Quels liens peuvent unir une balade parisienne pendant
l'insurrection de Mai 68, le cercle vélocipédique
d'une commune angevine, les aquarelles orléanaises de
Charles Pensée et les mystères du canal Saint-Martin ?
Aucun, sinon ceux qui s'emmêlent dans les souvenirs,
les nostalgies et les mythologies d'un auteur à l'âme et
à la plume vagabondes, dont les récits ne dédaignent
ni la prose administrative ni le dodécasyllabe
académique... De ces rencontres imprévues naît
toutefois une dialectique de l'enracinement et de la
liberté dont le lecteur aura sans doute peine à déterminer
si elle relève d'un «anarchisme de droite» ou d'un
«traditionalisme de gauche», si tant est que cette distinction
ait une quelconque importance. Dès lors le
lecteur comprendra peut-être mieux l'adhésion de l'auteur
aux idées de Mai 68, telles qu'il les a vécues, à la
lumière de son attachement immémorial au berceau de
ses aïeux et de son amour pour ses petits-enfants.
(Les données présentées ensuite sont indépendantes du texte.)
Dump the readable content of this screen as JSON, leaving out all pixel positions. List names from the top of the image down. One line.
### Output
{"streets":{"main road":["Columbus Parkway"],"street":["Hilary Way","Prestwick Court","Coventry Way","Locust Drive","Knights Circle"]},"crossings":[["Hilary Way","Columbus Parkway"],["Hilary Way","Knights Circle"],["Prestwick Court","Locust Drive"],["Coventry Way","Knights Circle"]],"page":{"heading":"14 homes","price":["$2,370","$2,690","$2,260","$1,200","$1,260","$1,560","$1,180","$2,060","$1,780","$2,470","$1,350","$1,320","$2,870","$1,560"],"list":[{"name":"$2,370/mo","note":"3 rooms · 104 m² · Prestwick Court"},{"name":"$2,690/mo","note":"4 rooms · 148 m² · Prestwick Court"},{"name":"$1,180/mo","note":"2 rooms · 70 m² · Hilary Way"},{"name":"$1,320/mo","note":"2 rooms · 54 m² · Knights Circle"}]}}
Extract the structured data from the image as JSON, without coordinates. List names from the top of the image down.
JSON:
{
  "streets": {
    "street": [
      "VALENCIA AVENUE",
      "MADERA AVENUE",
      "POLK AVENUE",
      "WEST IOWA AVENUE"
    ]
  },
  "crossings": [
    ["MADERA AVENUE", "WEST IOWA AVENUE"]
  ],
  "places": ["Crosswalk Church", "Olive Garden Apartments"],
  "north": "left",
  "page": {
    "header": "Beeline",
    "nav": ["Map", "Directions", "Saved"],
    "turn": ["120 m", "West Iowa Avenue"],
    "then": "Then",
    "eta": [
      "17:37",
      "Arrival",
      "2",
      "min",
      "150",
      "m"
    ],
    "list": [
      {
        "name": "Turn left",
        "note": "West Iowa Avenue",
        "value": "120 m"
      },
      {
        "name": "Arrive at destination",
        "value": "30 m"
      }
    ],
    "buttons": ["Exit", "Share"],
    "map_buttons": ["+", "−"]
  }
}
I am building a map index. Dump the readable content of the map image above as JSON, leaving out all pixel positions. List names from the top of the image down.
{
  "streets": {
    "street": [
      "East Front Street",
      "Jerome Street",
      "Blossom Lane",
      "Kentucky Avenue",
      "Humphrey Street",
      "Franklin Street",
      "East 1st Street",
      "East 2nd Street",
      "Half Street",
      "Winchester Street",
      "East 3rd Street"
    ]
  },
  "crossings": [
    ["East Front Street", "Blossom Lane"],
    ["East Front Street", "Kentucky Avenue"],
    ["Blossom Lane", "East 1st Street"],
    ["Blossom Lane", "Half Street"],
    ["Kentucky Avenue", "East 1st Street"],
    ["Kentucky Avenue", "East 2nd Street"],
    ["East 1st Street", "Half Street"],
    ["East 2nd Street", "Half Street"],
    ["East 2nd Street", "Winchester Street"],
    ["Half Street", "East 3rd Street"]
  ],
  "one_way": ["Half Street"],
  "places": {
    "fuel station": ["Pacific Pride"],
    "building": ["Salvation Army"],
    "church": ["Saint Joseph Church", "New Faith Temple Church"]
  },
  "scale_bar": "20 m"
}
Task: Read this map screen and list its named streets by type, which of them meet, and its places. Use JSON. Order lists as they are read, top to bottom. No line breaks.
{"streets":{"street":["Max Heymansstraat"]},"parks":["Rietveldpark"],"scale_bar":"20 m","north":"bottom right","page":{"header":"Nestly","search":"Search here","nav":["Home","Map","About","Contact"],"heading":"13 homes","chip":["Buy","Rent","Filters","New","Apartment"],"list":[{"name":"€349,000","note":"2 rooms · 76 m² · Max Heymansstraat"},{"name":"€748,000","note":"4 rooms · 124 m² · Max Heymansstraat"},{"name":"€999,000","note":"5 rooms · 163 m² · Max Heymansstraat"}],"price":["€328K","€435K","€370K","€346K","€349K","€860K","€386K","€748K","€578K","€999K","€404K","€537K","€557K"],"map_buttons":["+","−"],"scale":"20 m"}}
L'art
d'être grand-père serait-il alors le meilleur antidote à la
modernité et la meilleure propédeutique à la révolution
? Quarante ans après les «événements» de Mai
68, telle est, en tout cas, la leçon que l'on pourra retirer
de ce singulier petit livre. Lequel apporte, par la même
occasion, un éclairage tout à fait inattendu sur ces
«événements» si décriés...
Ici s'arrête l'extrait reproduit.